IMF in Africa: Where It Fails and Where It Works

The IMF has had mixed impacts on African economies: in some cases, it facilitated reforms, while in others it imposed sacrifices without results. What makes the difference? Is the key in the program targets or in the countries’ commitment?

The successive global crises — from the COVID-19 pandemic to the war in Ukraine — have placed increased pressure on African economies, already weakened by structural deficits and external dependencies. In these contexts, the IMF was called upon to intervene, offering urgent financial assistance through instruments such as the Rapid Credit Facility (RCF) and the Policy Coordination Instrument (PCI).

Although it helped prevent immediate collapses, many of the programs involved fiscal austerity measures that resulted in subsidy cuts, tax increases, and social tensions.

When the IMF Works… Indeed

There are African countries where the IMF’s involvement was crucial in restoring external confidence, driving reforms, and promoting macroeconomic stability. Cape Verde is a frequently cited example. Following successive agreements with the Fund, the country managed to stabilize public debt, attract foreign investment, and maintain multiple programs in parallel. Currently, in addition to various technical assistance missions, the archipelago benefits from an Extended Credit Facility (ECF) and a Resilience and Sustainability Facility (RSF) totaling USD 100 million. In May, an extension of the ECF until December 2026 was announced, recognizing “the continued success of the authorities’ economic policy and reform agenda,” the Fund stated.

Rwanda, too, benefited from technical and financial assistance that allowed the country to maintain a strong growth trajectory and prudent fiscal management. In 2021, it received around USD 319 million from the IMF for financial relief, helping to mitigate the effects of the COVID-19 pandemic. Another illustrative case is Ghana. Despite more recent difficulties, including a debt crisis and soaring inflation, the country experienced periods of stability after IMF interventions. The 2015–2018 Extended Credit Facility mobilized approximately USD 918 million, contributing to the restoration of economic growth and access to external financing.

In these contexts, positive results were generally associated with a combination of strong internal political commitment, locally driven structural reforms, and consequent flexibility in implementing program targets.

Failure Cases: Austerity Without Relief

Conversely, many IMF programs in Africa have failed to foster inclusive growth or sustainably reduce poverty. One of the most emblematic examples is Zambia, which, despite having participated in successive structural adjustment programs since the 1990s, defaulted in 2020, becoming the first African country to do so during the COVID-19 pandemic. In 2022, the country negotiated a new USD 1.3 billion agreement with the IMF under a 38-month Extended Credit Facility that imposed structural reforms, fuel subsidy cuts, and tight control over public spending. Although inflation slowed, the social impacts were severe: unemployment rose, and public confidence deteriorated in the face of sacrifices demanded without visible improvements in the well-being of the majority.
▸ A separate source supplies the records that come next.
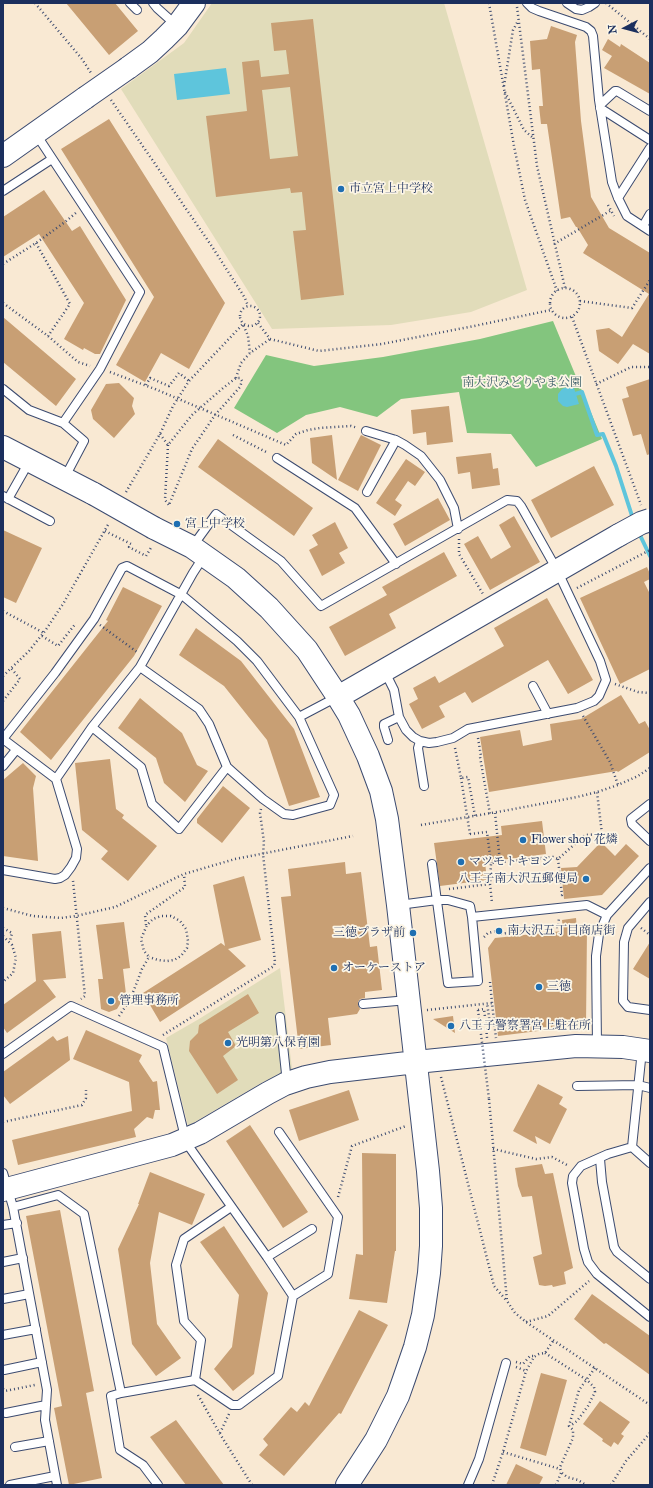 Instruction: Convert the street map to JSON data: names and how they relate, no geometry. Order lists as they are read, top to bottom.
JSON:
{
  "parks": ["南大沢みどりやま公園"],
  "places": [
    "市立宮上中学校",
    "宮上中学校",
    "Flower shop 花燐",
    "マツモトキヨシ",
    "八王子南大沢五郵便局",
    "南大沢五丁目商店街",
    "三徳プラザ前",
    "オーケーストア",
    "三徳",
    "管理事務所",
    "八王子警察署宮上駐在所",
    "光明第八保育園"
  ],
  "north": "left"
}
In Sudan, the IMF played a key role in designing the economic reforms implemented after the fall of Omar al-Bashir in 2019. In 2021, the country joined a staff-monitored program as a precondition to benefit from the Highly Indebted Poor Countries (HIPC) Initiative. As part of the requirements, the Sudanese government removed fuel subsidies and drastically devalued the currency. While the measures were seen as technically necessary to restore macroeconomic stability, the social effects were catastrophic: food and transportation prices soared, triggering mass protests and exacerbating political instability. The country plunged back into chaos, halting any lasting economic progress.
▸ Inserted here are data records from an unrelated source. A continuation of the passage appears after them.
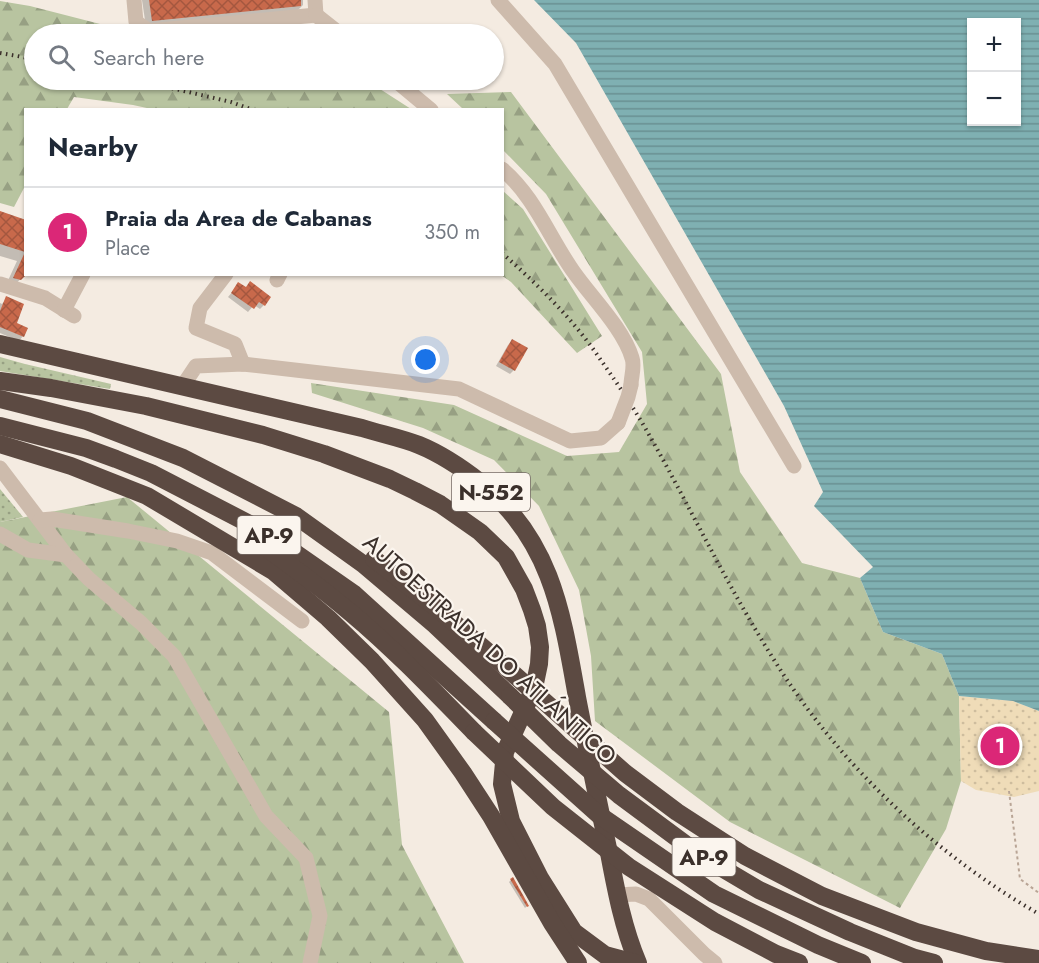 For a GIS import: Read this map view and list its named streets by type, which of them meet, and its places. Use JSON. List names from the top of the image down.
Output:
{
  "streets": {
    "highway": ["N-552", "AP-9", "AUTOESTRADA DO ATLÁNTICO"]
  },
  "page": {
    "map_buttons": ["+", "−"],
    "search": "Search here",
    "heading": "Nearby",
    "list": [
      {
        "mark": "1",
        "name": "Praia da Area de Cabanas",
        "note": "Place",
        "value": "350 m"
      }
    ],
    "pins": "1"
  }
}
Mozambique: Another Case of Failure

Initially hailed as a “model of reform” following the end of the civil war in 1992, Mozambique’s more recent results have been disappointing. After the suspension of direct budget support in 2016, following the hidden debt scandal, the IMF resumed a formal program in 2022 with USD 456 million in funding through an Extended Credit Facility (ECF) running until 2025. This program aimed to achieve fiscal consolidation, increase domestic revenue, and improve public finance governance. The goal was to correct longstanding problems, particularly high external dependency. Today, about 30% of the state budget is still financed by donors. Tax revenue remains low, at around 20% of GDP — below the Sub-Saharan Africa average. The state’s ability to invest in strategic social sectors like education, health, or infrastructure remains limited.

The IMF’s New Language

In recent years, the IMF has sought to renew its public image, distancing itself from its unpopular 1980s and 1990s profile as a promoter of rigid austerity policies. Its official discourse in reports, press releases, and public statements increasingly emphasizes concepts such as “inclusive growth,” “climate resilience,” “fiscal justice,” and “social protection.” Under the leadership of Kristalina Georgieva, Managing Director since 2019, the IMF has more strongly acknowledged that the challenges faced by developing countries require tailored approaches, with attention to social inequalities, climate change, and the impacts of global crises. Georgieva has repeatedly stated that “there can be no stability without inclusion,” and that the IMF must support reforms that promote equity and protect the most vulnerable.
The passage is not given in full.